Excerpted data:
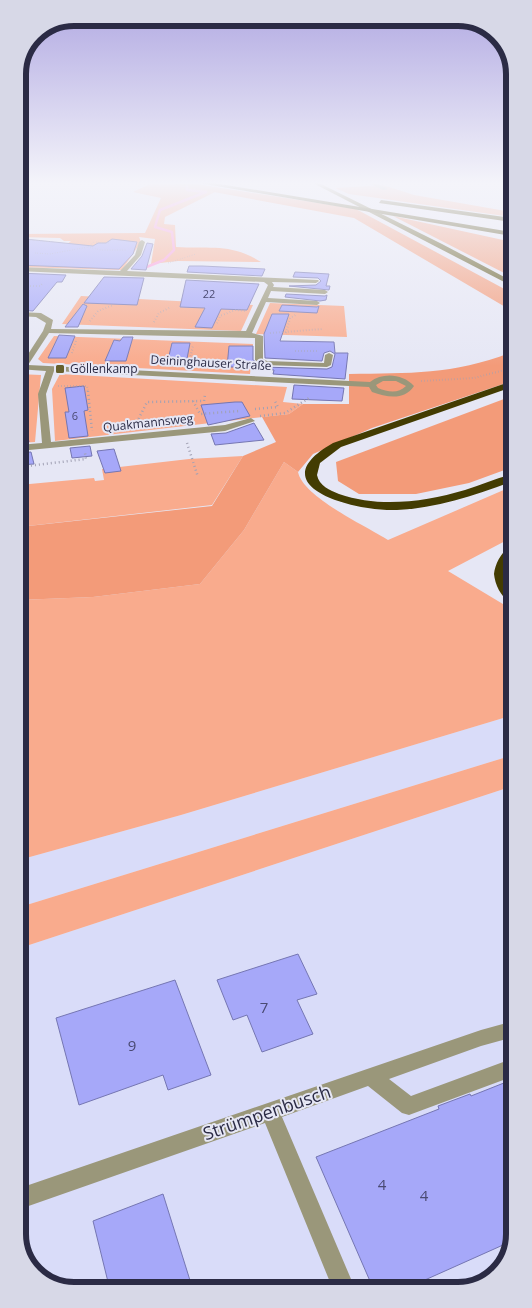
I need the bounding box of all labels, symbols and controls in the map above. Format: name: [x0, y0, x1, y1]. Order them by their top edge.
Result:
house number: 22: [203, 286, 215, 301]
street label: Deininghauser Straße: [150, 351, 272, 374]
place label: Göllenkamp: [70, 360, 138, 377]
marker: Göllenkamp: [54, 363, 66, 375]
house number: 6: [72, 408, 78, 423]
street label: Quakmannsweg: [102, 409, 194, 436]
house number: 7: [260, 997, 268, 1017]
house number: 9: [128, 1035, 136, 1055]
street label: Strümpenbusch: [200, 1079, 334, 1145]
house number: 4: [378, 1174, 387, 1194]
house number: 4: [420, 1185, 429, 1205]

Required action: Line by line, reproduce the material above exactly, leaving each picture out.

Solution:
I need the bounding box of all labels, symbols and controls in the map above. Format: name: [x0, y0, x1, y1]. Order them by their top edge.
Result:
house number: 22: [203, 286, 215, 301]
street label: Deininghauser Straße: [150, 351, 272, 374]
place label: Göllenkamp: [70, 360, 138, 377]
marker: Göllenkamp: [54, 363, 66, 375]
house number: 6: [72, 408, 78, 423]
street label: Quakmannsweg: [102, 409, 194, 436]
house number: 7: [260, 997, 268, 1017]
house number: 9: [128, 1035, 136, 1055]
street label: Strümpenbusch: [200, 1079, 334, 1145]
house number: 4: [378, 1174, 387, 1194]
house number: 4: [420, 1185, 429, 1205]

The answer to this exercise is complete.